Japp considéra Poirot avec étonnement.

— Vous êtes vraiment un drôle de numéro !

— Vous est-il possible d’arranger ça ?

— Vous pouvez venir à Berkeley Square maintenant, si vous le désirez. Mr. Beltane – monsieur le Vicomte, devrais-je dire à présent – n’y verra certainement aucun inconvénient.

Nous prîmes aussitôt un taxi. Le nouveau Lord Cronshaw n’était pas chez lui, mais, à la demande de Japp, on nous conduisit dans « le salon des porcelaines » où étaient exposés les joyaux de la collection. Japp jeta un regard désemparé autour de lui.

— Je ne vois pas comment vous allez faire pour trouver celles qui vous intéressent.

Mais Poirot avait déjà approché une chaise de la cheminée et montait dessus avec l’agilité d’un lutin.
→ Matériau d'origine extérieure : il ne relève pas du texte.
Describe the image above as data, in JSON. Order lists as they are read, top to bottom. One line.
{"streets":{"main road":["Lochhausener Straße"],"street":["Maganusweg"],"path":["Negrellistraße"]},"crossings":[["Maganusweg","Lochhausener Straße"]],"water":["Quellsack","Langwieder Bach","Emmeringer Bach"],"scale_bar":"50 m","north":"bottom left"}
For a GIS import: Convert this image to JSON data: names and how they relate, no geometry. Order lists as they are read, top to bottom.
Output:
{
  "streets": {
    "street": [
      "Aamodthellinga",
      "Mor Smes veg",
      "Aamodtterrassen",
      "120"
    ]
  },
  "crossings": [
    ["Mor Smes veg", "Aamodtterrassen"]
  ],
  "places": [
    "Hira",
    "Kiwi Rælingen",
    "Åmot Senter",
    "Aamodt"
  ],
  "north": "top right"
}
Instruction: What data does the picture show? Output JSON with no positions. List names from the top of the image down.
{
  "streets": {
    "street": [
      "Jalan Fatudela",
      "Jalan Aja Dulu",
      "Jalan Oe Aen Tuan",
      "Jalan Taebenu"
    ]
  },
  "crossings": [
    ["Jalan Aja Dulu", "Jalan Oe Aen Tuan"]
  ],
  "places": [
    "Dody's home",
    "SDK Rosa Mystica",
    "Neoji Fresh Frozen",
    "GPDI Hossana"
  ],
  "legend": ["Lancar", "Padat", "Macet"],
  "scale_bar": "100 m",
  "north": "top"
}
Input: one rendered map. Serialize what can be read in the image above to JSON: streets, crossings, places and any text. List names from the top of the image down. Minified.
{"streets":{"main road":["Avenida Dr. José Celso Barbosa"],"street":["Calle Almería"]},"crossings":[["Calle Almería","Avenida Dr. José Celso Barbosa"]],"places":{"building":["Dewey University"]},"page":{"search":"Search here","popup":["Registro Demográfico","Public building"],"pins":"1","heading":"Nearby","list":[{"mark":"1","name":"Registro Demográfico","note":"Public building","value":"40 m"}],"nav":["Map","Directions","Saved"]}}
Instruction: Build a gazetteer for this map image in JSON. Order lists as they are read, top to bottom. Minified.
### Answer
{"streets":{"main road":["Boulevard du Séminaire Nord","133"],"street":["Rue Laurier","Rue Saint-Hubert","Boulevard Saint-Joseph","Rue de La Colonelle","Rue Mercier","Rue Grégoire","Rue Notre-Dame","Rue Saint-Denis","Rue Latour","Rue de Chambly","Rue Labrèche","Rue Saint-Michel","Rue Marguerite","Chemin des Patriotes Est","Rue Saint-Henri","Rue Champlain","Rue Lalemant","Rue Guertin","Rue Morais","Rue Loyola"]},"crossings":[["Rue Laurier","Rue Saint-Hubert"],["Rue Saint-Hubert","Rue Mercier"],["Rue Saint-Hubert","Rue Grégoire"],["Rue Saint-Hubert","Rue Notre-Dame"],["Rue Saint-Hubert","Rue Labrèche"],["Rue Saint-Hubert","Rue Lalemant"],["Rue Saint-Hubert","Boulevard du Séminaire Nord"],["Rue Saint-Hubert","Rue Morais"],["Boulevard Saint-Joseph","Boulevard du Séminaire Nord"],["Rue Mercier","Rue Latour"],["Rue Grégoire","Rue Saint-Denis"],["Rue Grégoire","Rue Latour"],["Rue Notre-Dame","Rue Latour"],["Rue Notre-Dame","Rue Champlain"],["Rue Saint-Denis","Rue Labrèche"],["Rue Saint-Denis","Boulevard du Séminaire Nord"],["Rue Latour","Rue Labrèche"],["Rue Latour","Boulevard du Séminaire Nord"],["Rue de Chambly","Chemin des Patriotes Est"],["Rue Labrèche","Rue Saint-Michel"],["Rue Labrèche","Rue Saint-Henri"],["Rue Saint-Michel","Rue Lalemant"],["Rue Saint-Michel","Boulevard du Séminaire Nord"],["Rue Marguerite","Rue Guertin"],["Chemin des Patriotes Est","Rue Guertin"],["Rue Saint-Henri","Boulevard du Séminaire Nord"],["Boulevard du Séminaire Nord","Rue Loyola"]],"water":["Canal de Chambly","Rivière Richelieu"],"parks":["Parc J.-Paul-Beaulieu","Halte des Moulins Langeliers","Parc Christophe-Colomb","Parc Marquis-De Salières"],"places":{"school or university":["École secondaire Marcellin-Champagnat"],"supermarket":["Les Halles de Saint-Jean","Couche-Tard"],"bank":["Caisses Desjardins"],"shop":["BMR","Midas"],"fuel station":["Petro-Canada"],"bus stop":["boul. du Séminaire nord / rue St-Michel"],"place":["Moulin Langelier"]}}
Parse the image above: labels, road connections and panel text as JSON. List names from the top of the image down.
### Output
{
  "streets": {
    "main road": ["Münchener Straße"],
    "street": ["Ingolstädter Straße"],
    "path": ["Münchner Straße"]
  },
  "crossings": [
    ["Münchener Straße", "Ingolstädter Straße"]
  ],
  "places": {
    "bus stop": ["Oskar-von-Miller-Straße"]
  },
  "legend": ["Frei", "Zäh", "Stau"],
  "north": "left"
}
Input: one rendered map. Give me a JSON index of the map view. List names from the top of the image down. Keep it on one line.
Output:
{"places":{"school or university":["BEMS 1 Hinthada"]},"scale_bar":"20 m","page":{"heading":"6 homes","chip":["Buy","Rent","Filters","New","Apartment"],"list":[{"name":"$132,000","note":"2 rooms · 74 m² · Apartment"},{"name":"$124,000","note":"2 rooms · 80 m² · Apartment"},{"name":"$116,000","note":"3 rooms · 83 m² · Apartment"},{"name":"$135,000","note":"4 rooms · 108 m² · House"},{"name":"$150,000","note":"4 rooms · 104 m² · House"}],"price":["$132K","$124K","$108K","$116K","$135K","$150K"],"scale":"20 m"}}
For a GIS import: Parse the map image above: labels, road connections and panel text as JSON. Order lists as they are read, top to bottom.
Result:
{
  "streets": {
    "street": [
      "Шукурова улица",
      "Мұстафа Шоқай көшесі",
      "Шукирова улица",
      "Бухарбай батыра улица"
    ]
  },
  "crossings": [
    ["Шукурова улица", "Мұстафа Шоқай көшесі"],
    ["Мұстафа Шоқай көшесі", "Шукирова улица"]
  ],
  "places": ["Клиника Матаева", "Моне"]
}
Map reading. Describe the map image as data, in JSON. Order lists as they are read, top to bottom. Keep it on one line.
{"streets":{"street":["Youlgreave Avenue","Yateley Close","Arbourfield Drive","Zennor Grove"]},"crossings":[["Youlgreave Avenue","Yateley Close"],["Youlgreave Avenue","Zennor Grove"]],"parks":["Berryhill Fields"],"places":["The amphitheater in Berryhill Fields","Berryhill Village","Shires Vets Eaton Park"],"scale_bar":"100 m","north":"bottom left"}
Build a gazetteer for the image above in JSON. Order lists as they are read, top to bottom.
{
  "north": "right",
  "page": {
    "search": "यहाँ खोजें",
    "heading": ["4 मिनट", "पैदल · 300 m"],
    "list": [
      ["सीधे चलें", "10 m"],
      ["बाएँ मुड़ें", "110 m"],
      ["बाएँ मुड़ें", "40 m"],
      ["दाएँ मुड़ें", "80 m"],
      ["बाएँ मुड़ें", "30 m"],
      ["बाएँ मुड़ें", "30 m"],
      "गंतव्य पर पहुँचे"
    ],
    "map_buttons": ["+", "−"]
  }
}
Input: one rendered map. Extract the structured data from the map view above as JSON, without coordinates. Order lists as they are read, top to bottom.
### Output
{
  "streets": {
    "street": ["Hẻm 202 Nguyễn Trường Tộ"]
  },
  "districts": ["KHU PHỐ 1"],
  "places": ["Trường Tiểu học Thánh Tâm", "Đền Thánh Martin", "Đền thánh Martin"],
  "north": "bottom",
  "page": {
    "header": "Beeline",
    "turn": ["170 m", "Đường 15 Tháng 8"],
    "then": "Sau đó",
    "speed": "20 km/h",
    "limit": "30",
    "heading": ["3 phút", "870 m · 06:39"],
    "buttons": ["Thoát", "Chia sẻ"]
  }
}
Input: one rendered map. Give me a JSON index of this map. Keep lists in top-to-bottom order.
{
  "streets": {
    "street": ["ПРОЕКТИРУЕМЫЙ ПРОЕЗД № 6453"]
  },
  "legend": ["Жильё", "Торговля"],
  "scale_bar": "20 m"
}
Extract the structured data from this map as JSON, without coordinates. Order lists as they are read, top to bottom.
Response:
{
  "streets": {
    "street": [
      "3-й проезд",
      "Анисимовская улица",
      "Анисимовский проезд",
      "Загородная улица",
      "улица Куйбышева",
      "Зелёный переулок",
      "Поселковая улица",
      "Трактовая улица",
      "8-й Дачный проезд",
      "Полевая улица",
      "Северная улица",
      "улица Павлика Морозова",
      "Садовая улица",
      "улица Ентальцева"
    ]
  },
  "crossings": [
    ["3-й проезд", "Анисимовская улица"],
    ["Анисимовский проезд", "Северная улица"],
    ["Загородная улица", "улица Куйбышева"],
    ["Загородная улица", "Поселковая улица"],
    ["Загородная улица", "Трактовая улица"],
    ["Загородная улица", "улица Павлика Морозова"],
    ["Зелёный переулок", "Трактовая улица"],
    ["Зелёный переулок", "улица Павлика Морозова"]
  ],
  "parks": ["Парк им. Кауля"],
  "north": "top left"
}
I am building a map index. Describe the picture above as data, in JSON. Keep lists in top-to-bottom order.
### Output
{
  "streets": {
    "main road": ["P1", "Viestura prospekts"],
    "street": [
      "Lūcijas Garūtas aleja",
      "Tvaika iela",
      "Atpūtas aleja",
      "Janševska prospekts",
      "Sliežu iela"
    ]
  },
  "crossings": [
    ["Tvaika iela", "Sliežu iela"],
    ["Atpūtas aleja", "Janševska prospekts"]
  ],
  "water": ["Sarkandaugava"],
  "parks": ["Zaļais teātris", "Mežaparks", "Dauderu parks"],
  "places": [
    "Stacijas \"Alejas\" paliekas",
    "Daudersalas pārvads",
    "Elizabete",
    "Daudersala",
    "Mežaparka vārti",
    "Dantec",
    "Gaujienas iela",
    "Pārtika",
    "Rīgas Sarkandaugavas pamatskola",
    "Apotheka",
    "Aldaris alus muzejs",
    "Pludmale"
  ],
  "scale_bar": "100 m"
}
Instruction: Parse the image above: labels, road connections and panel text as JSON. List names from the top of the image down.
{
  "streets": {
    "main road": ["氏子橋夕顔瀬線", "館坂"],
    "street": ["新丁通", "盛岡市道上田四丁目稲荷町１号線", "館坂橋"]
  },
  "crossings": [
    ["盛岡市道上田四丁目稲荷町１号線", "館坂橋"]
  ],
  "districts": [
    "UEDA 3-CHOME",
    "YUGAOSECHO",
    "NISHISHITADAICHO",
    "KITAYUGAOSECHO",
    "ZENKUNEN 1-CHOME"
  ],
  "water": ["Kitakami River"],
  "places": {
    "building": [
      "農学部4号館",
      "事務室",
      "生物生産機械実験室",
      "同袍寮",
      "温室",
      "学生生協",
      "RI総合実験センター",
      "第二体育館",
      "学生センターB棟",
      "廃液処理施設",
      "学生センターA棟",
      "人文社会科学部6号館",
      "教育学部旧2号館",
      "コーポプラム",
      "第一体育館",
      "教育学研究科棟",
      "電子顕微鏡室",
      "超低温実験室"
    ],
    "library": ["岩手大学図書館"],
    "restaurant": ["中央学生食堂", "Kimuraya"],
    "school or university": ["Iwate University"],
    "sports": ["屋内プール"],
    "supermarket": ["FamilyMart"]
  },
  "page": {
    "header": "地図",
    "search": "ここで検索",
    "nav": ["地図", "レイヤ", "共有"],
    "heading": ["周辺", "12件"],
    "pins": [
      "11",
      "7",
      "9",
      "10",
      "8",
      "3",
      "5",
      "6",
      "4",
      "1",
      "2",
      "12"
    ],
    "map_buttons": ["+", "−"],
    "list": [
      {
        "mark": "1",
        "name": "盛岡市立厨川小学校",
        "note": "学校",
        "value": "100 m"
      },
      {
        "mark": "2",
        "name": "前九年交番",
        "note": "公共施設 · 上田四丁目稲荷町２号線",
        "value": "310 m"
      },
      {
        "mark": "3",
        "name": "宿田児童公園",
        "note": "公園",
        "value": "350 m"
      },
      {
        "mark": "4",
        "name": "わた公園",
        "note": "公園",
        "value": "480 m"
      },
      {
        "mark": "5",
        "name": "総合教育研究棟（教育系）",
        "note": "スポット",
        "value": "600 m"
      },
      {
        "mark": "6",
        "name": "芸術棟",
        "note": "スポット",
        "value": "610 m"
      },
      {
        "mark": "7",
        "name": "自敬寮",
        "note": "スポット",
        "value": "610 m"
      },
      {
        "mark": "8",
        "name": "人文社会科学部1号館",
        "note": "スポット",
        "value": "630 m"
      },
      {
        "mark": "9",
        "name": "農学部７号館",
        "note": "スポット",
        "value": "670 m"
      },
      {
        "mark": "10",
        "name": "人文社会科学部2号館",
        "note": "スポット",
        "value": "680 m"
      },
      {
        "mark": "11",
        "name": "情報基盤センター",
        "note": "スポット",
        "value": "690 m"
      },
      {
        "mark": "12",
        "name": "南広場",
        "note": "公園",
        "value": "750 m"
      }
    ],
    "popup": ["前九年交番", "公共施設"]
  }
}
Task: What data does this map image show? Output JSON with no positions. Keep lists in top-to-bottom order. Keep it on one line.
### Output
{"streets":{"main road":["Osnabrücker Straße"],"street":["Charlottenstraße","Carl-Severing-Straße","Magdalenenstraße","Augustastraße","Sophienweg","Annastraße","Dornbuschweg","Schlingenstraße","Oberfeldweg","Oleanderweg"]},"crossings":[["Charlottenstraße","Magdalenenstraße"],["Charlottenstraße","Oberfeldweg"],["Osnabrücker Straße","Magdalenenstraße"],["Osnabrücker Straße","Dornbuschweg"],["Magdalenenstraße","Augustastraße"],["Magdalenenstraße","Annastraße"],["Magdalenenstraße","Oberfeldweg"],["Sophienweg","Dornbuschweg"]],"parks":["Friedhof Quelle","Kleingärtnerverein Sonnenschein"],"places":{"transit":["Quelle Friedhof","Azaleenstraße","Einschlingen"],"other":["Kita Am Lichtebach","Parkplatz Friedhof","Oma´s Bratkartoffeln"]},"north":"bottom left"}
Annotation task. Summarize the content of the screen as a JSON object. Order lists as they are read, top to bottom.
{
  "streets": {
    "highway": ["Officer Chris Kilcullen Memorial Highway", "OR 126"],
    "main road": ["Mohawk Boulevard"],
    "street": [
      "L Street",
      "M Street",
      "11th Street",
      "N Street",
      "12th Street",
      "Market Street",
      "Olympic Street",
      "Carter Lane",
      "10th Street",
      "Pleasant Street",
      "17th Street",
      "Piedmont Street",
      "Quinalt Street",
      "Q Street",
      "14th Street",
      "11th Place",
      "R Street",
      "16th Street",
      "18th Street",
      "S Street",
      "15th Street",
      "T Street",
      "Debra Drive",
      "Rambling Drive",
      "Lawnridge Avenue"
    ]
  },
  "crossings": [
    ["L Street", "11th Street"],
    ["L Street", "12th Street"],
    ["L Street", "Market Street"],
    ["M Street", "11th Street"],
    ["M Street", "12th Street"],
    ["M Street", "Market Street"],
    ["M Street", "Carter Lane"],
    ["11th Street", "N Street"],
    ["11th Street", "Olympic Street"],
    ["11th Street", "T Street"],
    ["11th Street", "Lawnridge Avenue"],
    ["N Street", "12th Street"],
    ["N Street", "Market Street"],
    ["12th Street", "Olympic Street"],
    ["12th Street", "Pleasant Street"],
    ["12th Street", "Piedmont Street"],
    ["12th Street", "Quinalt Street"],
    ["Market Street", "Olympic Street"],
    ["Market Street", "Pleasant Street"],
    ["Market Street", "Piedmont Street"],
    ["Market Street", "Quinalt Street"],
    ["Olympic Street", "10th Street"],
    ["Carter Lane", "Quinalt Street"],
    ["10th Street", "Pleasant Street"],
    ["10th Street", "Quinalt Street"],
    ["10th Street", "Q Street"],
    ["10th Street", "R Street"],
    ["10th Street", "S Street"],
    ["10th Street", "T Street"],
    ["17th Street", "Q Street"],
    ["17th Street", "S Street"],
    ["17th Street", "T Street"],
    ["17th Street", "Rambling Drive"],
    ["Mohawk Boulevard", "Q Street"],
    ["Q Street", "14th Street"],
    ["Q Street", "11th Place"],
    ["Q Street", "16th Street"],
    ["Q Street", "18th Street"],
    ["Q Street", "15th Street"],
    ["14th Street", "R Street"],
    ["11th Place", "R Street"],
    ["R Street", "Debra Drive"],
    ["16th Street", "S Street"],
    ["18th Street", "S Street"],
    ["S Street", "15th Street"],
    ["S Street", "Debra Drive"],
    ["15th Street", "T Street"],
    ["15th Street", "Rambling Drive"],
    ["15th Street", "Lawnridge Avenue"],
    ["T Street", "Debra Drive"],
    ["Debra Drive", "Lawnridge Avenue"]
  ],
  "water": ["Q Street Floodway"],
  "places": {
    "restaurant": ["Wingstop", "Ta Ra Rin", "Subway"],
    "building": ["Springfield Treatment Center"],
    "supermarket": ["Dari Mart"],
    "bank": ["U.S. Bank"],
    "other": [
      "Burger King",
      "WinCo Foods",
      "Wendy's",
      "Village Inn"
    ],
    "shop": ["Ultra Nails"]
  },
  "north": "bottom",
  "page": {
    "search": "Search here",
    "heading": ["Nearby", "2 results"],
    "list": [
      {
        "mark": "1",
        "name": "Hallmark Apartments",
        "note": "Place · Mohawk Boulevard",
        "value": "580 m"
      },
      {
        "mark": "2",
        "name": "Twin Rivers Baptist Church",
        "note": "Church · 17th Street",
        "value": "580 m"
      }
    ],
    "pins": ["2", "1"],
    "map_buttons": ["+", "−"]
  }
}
Au-dessus du miroir qui ornait le manteau, seules sur une petite étagère se dressaient six statuettes en porcelaine. Poirot les examina attentivement en faisant quelques commentaires à notre intention.

— Les voilà, les personnages de la comédie italienne ! Trois couples : Arlequin et Colombine, Pierrot et Pierrette – élégants en vert et blanc – et Polichinelle et Pulcinella, en mauve et jaune. Très compliqué, le costume de Polichinelle ! Des ruchés, des volants, une bosse, un bicorne… Oui, très compliqué ; comme je le pensais.

Poirot remit soigneusement les statuettes en place, puis il sauta à bas de la chaise.

Japp paraissait insatisfait, mais comme mon ami n’avait manifestement pas l’intention de lui expliquer quoi que ce soit, l’inspecteur fit aussi bonne figure qu’il le pouvait. Au moment où nous nous apprêtions à partir, le maître de maison arriva et Japp fit les présentations.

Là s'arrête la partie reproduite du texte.